• Records provided
--------------------------------

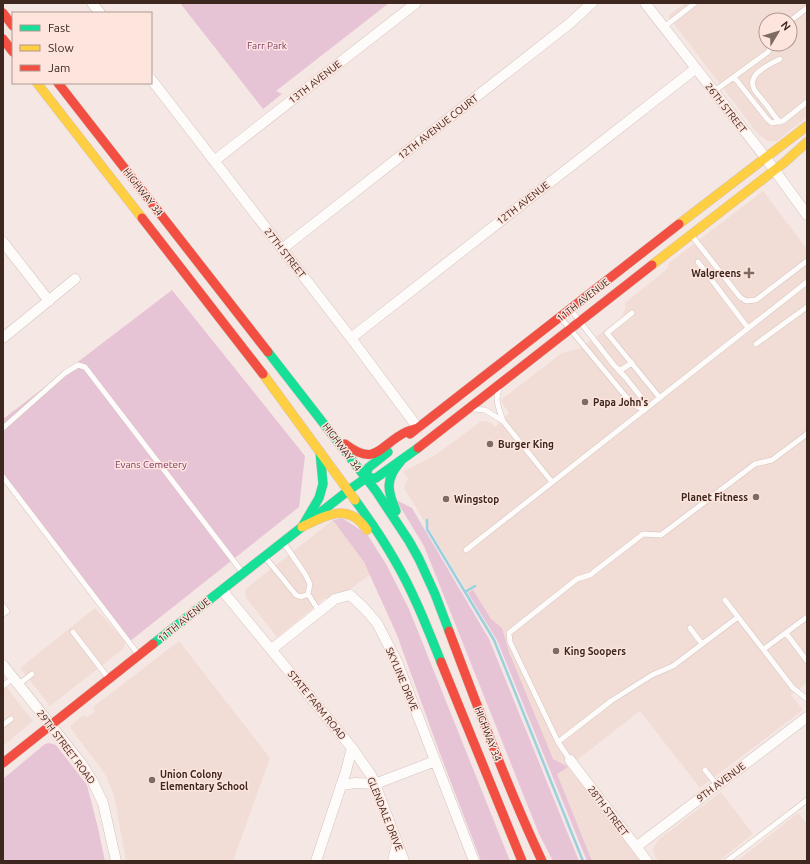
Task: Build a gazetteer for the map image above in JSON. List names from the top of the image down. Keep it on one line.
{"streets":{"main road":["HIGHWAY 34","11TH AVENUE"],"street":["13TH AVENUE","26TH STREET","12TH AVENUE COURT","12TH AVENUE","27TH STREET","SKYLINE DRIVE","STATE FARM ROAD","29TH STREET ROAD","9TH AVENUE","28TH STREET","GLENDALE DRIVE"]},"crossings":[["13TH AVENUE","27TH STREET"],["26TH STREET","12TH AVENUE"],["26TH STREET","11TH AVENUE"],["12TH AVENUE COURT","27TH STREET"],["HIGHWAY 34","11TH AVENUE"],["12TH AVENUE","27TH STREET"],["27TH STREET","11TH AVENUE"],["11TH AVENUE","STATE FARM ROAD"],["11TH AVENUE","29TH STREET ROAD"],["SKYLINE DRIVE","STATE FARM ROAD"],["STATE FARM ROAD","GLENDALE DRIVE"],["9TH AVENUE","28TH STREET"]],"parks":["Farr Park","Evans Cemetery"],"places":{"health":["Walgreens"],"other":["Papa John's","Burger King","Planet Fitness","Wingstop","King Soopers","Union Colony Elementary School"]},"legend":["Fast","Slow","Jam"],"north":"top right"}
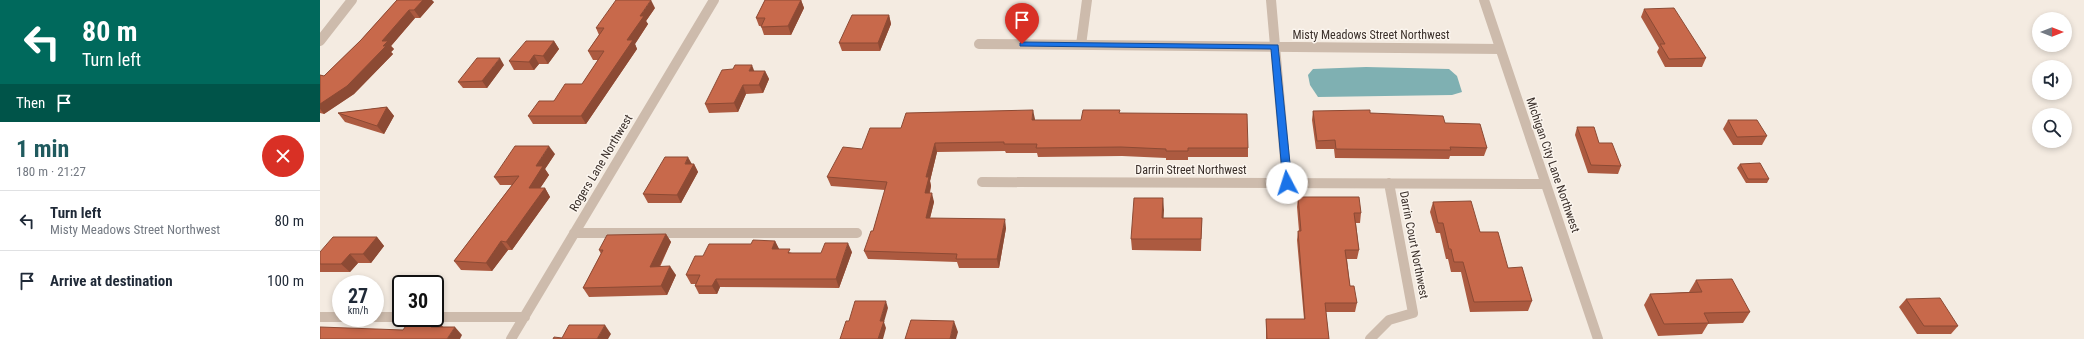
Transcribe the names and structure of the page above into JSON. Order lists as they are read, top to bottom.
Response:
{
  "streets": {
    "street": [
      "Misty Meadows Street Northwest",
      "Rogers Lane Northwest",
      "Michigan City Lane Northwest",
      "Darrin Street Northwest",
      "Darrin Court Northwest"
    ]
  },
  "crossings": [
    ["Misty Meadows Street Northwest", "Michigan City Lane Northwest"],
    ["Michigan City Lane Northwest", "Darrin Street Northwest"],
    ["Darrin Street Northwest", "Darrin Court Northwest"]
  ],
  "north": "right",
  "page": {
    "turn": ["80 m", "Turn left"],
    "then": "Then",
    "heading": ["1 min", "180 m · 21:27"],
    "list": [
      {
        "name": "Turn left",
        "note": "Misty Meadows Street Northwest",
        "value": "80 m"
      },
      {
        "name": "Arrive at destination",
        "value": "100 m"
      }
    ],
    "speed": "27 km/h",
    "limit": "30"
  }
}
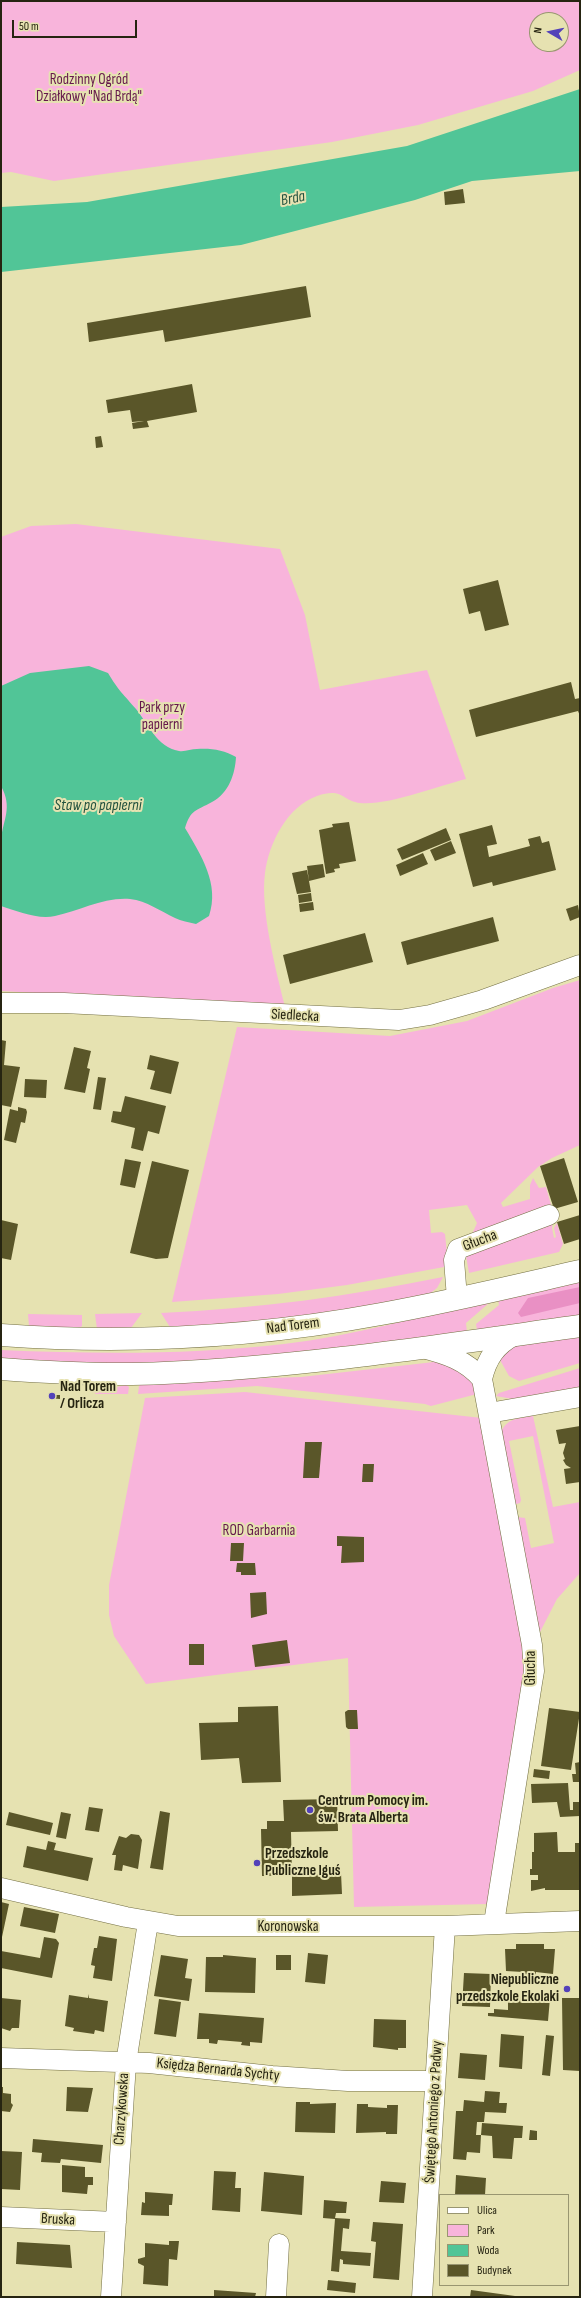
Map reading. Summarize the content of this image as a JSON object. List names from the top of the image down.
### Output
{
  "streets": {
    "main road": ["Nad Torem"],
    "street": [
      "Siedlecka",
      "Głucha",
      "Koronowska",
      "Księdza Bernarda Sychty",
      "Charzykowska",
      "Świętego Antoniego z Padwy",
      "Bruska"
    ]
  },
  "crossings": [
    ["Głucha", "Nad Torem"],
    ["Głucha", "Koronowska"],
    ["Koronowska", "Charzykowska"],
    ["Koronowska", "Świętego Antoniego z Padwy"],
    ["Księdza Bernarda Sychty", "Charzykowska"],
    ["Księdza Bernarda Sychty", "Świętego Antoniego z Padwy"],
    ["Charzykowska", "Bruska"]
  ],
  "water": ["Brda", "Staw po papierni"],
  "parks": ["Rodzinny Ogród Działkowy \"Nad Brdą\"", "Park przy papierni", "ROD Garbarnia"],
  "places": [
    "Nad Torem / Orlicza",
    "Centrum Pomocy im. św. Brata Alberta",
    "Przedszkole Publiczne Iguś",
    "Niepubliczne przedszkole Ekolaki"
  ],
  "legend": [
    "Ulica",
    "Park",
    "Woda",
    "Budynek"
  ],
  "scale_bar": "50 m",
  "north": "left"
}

--------------------------------

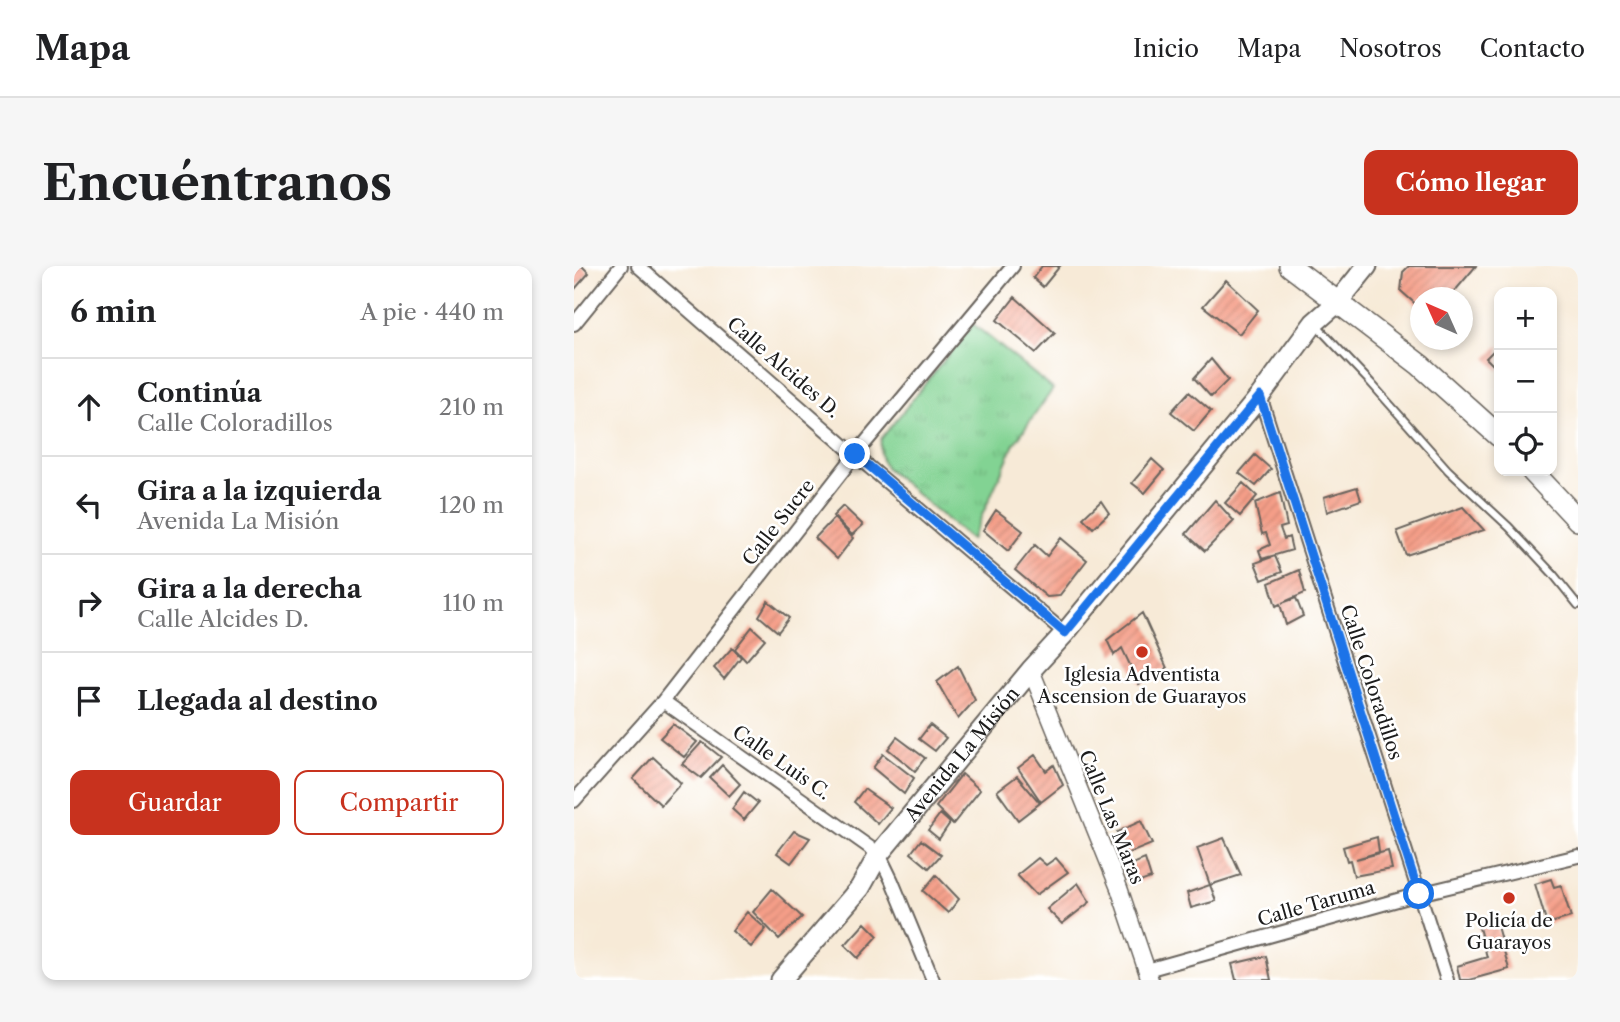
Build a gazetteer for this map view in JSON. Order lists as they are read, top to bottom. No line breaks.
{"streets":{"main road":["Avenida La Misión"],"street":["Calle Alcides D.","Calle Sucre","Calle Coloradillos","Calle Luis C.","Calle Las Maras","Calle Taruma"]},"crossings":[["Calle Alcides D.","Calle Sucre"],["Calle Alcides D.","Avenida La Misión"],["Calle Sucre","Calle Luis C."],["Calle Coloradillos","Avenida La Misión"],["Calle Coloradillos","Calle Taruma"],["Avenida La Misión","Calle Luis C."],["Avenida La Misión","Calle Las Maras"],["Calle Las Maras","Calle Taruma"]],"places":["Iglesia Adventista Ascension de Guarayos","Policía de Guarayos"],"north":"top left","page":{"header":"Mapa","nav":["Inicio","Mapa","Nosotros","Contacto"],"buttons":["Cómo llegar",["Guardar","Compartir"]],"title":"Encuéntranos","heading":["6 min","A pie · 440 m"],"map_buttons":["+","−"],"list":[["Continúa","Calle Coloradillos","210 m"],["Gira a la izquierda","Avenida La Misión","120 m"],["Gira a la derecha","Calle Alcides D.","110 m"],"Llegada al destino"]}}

--------------------------------

• Task goal
Wherever "heading" occurs in the records above, copy the line it sits in.

• Written solution
    "heading": ["1 min", "180 m · 21:27"],
{"streets":{"main road":["Avenida La Misión"],"street":["Calle Alcides D.","Calle Sucre","Calle Coloradillos","Calle Luis C.","Calle Las Maras","Calle Taruma"]},"crossings":[["Calle Alcides D.","Calle Sucre"],["Calle Alcides D.","Avenida La Misión"],["Calle Sucre","Calle Luis C."],["Calle Coloradillos","Avenida La Misión"],["Calle Coloradillos","Calle Taruma"],["Avenida La Misión","Calle Luis C."],["Avenida La Misión","Calle Las Maras"],["Calle Las Maras","Calle Taruma"]],"places":["Iglesia Adventista Ascension de Guarayos","Policía de Guarayos"],"north":"top left","page":{"header":"Mapa","nav":["Inicio","Mapa","Nosotros","Contacto"],"buttons":["Cómo llegar",["Guardar","Compartir"]],"title":"Encuéntranos","heading":["6 min","A pie · 440 m"],"map_buttons":["+","−"],"list":[["Continúa","Calle Coloradillos","210 m"],["Gira a la izquierda","Avenida La Misión","120 m"],["Gira a la derecha","Calle Alcides D.","110 m"],"Llegada al destino"]}}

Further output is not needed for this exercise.